Philippe Baudorre est professeur émérite de littérature française de l’Université Bordeaux Montaigne et membre du Centre Mauriac de cette université (Équipe de recherche PLURIELLES). Il a été vice-président du Centre François Mauriac de Malagar dédié à l’écrivain auquel il a consacré plusieurs livres et articles. Il a récemment publié (2023) sous le titre L’Esprit et le feu (1917-1935) la correspondance entre Romain Rolland et Henri Barbusse (Classiques Garnier)
Vous avez réuni les lettres échangées entre Claude Mauriac (1914-1996) et ses parents, Jeanne et François Mauriac, en un recueil édité chez Albin Michel. Qu’est-ce qui a motivé la publication de cette correspondance qui couvre la période de 1926 à 1970 ?

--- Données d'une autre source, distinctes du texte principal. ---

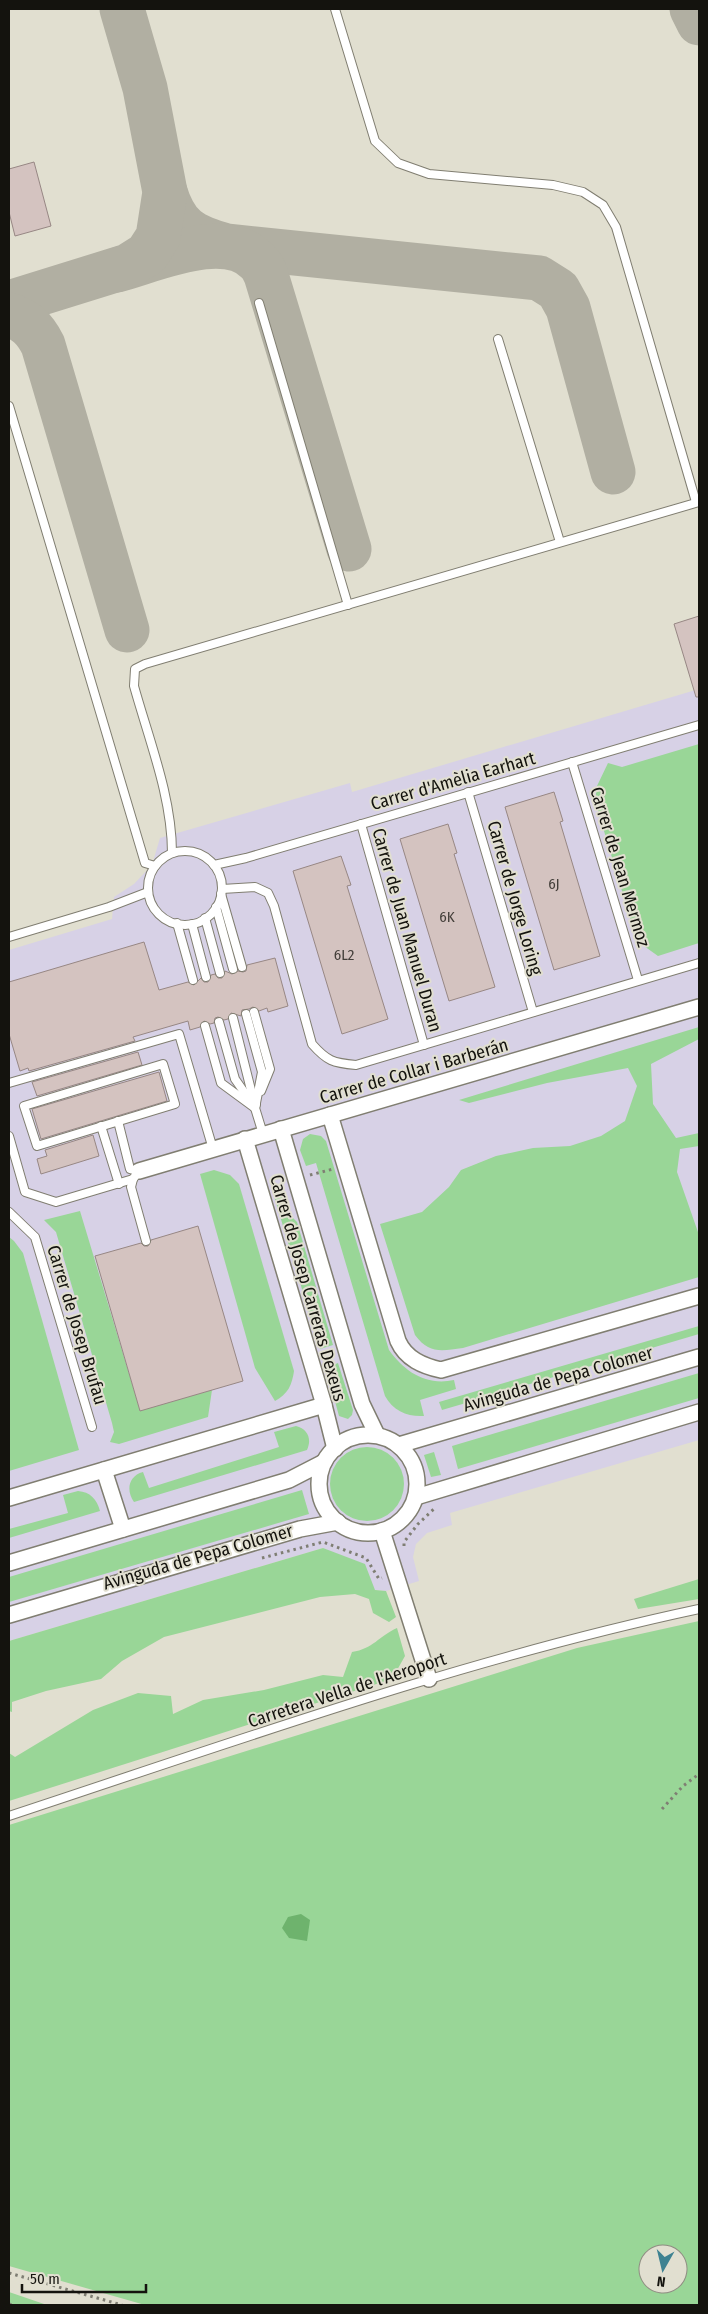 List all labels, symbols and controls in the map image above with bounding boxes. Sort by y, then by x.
street label: Carrer d'Amèlia Earhart [368,747,538,815]
street label: Carrer de Jean Mermoz [585,784,655,950]
street label: Carrer de Jorge Loring [482,818,548,978]
street label: Carrer de Juan Manuel Duran [367,825,447,1035]
house number: 6J [548,875,560,893]
house number: 6K [439,908,455,926]
house number: 6L2 [334,946,355,964]
street label: Carrer de Collar i Barberán [317,1034,511,1108]
street label: Carrer de Josep Carreras Dexeus [265,1172,351,1404]
street label: Carrer de Josep Brufau [42,1243,112,1407]
street label: Avinguda de Pepa Colomer [461,1341,656,1417]
street label: Avinguda de Pepa Colomer [101,1519,296,1595]
street label: Carretera Vella de l'Aeroport [245,1647,449,1732]
north arrow [638,2244,688,2294]
scale bar [22,2262,146,2294]
text: 50 m [30,2270,60,2288]
text: N [656,2272,667,2290]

Philippe Baudorre : Jean Touzot, grand spécialiste de l’œuvre de François Mauriac (il a édité son Bloc-notes, aux éditions du Seuil puis chez Bouquins/Laffont, et plusieurs volumes d’articles et de chroniques inédits) m’a proposé, il y a quelques années, de m’intéresser à cette correspondance dont il avait lui-même envisagé d’entreprendre l’édition. J’étais alors moi-même en train d’éditer celle échangée par deux écrivains très célèbres en leur temps, Romain Rolland et Henri Barbusse. Dès que ce travail fut achevé (L’Esprit et le feu, Correspondance 1917-1935, Classiques Garnier, 2023) j’ai pu m’y consacrer, avec le soutien de la famille de Claude Mauriac, qui avait lui-même envisagé de publier ces lettres, si l’on en juge par le soin qu’il avait pris à les rassembler et à commencer à les classer. J’ai tout de suite été impressionné par la richesse de leurs échanges, par la qualité de l’écriture mais également la diversité des sujets abordés dans un dialogue entre, certes, un père et un fils, mais aussi entre deux écrivains et deux journalistes. Bien sûr de nombreuses lettres n’ont pas été conservées (ou n’ont pas pour l’instant été retrouvées) mais, tel qu’il m’a été confié, le corpus est très riche puisqu’il couvre une très longue période. La première lettre citée est de 1926, alors que Claude n’a pas encore 12 ans. La dernière est de juillet 1970, c’est une lettre que Claude écrit à son père quelques semaines avant la mort de celui-ci. Au total, nous avons ainsi pu rassembler 309 lettres qui permettent de suivre leur relation épistolaire sur toute une vie.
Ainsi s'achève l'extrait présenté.